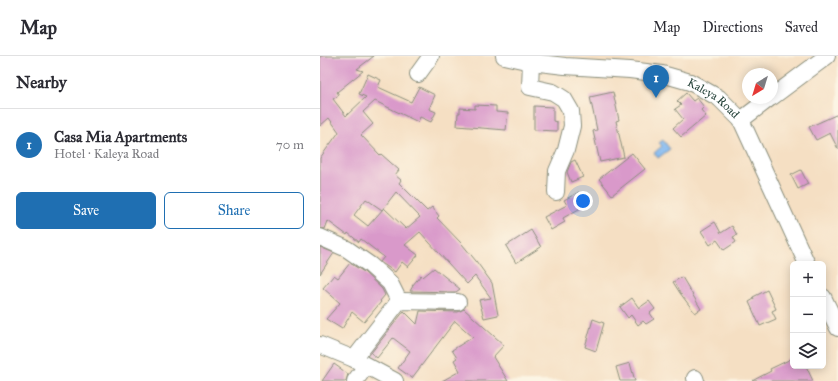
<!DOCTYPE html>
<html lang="en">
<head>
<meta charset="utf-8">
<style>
	:root { --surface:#fff; --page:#f2f2f3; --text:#2b2b33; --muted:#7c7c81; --line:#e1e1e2; --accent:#1f6fb2 }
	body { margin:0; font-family:"IM FELL Great Primer",serif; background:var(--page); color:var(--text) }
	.controls { position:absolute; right:12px; bottom:12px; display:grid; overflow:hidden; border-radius:6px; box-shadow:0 2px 10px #0003 }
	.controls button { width:36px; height:36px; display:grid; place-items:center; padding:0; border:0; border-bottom:1px solid var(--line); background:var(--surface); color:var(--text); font:20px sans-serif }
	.compass { position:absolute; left:422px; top:12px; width:36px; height:36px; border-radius:50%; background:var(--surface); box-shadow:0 2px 10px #0003; rotate:218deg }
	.you { position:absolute; left:263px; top:145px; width:14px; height:14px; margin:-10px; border:3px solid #fff; border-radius:50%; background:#1a73e8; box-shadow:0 0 0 6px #1a73e833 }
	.badge { display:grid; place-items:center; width:26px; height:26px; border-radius:50%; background:var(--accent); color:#fff; font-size:13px; font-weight:700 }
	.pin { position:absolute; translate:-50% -33px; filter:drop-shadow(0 1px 2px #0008) }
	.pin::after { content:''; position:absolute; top:21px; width:14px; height:12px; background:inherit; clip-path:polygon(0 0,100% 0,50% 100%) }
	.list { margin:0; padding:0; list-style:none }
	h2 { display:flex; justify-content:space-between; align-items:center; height:52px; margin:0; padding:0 16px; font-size:17px }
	h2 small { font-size:13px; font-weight:400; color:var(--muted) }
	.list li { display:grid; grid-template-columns:26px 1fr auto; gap:12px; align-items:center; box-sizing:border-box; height:72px; padding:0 16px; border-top:1px solid var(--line) }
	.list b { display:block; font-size:15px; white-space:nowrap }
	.list p { margin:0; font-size:13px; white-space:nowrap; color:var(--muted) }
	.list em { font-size:13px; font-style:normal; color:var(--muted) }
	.actions { display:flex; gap:8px; padding:12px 16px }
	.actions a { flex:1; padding:9px 0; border:1px solid var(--accent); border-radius:6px; text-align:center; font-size:14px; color:var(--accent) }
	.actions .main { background:var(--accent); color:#fff }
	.icon { flex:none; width:22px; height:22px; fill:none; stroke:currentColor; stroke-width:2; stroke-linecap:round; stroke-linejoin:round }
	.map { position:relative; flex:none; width:518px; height:325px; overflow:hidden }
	header { display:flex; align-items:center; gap:24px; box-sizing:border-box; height:56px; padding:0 20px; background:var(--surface); border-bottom:1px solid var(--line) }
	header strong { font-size:19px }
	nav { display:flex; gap:22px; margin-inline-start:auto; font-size:14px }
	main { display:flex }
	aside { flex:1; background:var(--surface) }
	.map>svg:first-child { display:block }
	.water { fill:#81b8f1; stroke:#507a92 }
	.building { fill:#d999ca; fill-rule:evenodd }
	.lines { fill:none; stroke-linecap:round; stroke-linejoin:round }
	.minor-casing { stroke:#8a8e7c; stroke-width:18 }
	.minor { stroke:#fff; stroke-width:16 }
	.labels { text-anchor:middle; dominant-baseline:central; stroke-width:4; stroke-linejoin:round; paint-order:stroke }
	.street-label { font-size:12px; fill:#1f3d34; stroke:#fcf5e5 }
</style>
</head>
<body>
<header>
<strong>Map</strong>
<nav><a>Map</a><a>Directions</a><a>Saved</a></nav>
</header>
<main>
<aside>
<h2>Nearby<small></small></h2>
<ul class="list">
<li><span class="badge">1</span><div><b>Casa Mia Apartments</b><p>Hotel · Kaleya Road</p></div><em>70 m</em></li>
</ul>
<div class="actions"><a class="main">Save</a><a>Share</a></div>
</aside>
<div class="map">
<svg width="518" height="325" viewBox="0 0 518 325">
	<rect width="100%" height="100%" fill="#fcf5e5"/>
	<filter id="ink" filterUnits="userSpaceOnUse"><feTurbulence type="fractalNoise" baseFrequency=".025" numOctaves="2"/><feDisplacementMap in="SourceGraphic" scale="8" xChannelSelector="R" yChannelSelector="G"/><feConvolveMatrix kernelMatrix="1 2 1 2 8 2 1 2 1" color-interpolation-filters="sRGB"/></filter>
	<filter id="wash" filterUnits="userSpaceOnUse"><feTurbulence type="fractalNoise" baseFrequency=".012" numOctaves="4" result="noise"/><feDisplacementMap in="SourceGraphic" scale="16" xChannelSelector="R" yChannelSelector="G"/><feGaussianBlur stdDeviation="0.9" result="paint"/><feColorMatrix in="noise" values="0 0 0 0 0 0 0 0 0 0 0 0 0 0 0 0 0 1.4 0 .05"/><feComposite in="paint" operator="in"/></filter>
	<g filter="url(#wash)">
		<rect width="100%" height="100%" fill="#f5dfc3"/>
		<!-- water -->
		<path class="water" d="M343,84L350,93L338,102L334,97L342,90L339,87Z"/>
		<g id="blocks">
			<!-- building -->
			<path class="building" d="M0,0H54L37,13L43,15L17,36L19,39L13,43L26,60L46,41L39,38L48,18L61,24L58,31L91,46L99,31L115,39L109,53L116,56L111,66L100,61L98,66L55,45L43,56L53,68L41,79L60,99L61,98L79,114L75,119L81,124L79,127L107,155L112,151L119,160L117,162L142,188L156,205L172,227L178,259L164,262L159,244L171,242L155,220L147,228L100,176L85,189L98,199L88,211L82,206L75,216L60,206L64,201L41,183L39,186L28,177L27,179L8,165L5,173L0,172V102L19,76L9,62L0,70ZM76,136L100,161L86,173L64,152L48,170L34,159L46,143L62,154Z
				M293,36L299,64L296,65L304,101L280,106L273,75L277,74L270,41Z
				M366,37L373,45L377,42L384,51L381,54L386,60L361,81L353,72L363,63L355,53L361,49L357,45Z
				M155,49L176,50V56L188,57L186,74L137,70L138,57H140V52L155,53Z
				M214,50L233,51V65L237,66V75L214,74Z
				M518,58V93L510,77L496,84L489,71Z
				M312,97L325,113L292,139L279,123Z
				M255,104L263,121L251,126L247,116L251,106Z
				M481,114L488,128L478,133L471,119Z
				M259,136L266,149L243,162L245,166L231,174L224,161L247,149L244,144Z
				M395,166L401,177L412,170L417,179L413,181L416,186L404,194L397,184L390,189L381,175Z
				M211,174L221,191L196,207L186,190Z
				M0,191L14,197L0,218Z
				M30,207L44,216L62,233L65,239L60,245L61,246L44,266L32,256L22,273L6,263L20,247L3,232L14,219L18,222Z
				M114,212L140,233L136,236L90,235L93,230H92L101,219L103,221Z
				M362,221L381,253L375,257L360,237L353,226Z
				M447,234L456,253L452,255L456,263L440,270L429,246L434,243L433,241Z
				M312,242L319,252L329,245L335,253L330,257L334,263L326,268L323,265L318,269L311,259L308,262L300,251Z
				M144,253L184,289L173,301L188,325H122L140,315L134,304L137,302L132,294L153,281L135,265L92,322L78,312L90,295L73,282L57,302L51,297L84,255L97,268L100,255L138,256Z
				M273,263L284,267L276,295L265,291Z
				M473,302V310H486L493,325H432L451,315L450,313Z
				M310,307L315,325H300L296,311Z
				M14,308L28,318L26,325H2Z"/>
		</g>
	</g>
	<g filter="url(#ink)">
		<use href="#blocks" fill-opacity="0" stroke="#8a8e7c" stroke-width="1"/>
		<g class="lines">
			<defs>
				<g id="minor">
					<path id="s1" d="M184,0L211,6L245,10L310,14L342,18L370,26L399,42L421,64L487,208"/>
					<path d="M211,6L210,31L233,36L244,43L251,55L252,70L246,94L237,115L236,136"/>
					<path d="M98,18L111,0"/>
					<path d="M452,41L507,0"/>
					<path d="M421,64L450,42"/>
					<path d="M0,181L27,193L50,209L70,227L79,245"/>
					<path d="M503,241L518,272"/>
					<path d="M0,289L34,303L75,325"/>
					<path d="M34,303L79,245L138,246"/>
					<path d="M375,322L376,325"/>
					<path d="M35,325L46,310"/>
				</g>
			</defs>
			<!-- minor casing -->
			<use href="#minor" class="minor-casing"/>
			<!-- minor -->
			<use href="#minor" class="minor"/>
		</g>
	</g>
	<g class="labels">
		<!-- street labels -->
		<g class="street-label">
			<text stroke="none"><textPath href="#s1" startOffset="217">Kaleya Road</textPath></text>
		</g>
	</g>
</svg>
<div class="controls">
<button>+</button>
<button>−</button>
<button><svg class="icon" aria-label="layers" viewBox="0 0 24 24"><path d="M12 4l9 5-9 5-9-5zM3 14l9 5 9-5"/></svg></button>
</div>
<svg class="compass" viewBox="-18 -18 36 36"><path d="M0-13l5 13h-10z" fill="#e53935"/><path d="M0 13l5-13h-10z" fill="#7c7c81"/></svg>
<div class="you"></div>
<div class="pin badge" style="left:336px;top:42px">1</div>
</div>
</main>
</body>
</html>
......
**WHAT TO WORK ON**:
Your task is to find each line in the entries that contains the string "lines" and copy it.

**TASK RESULT**:
	.lines { fill:none; stroke-linecap:round; stroke-linejoin:round }
		<g class="lines">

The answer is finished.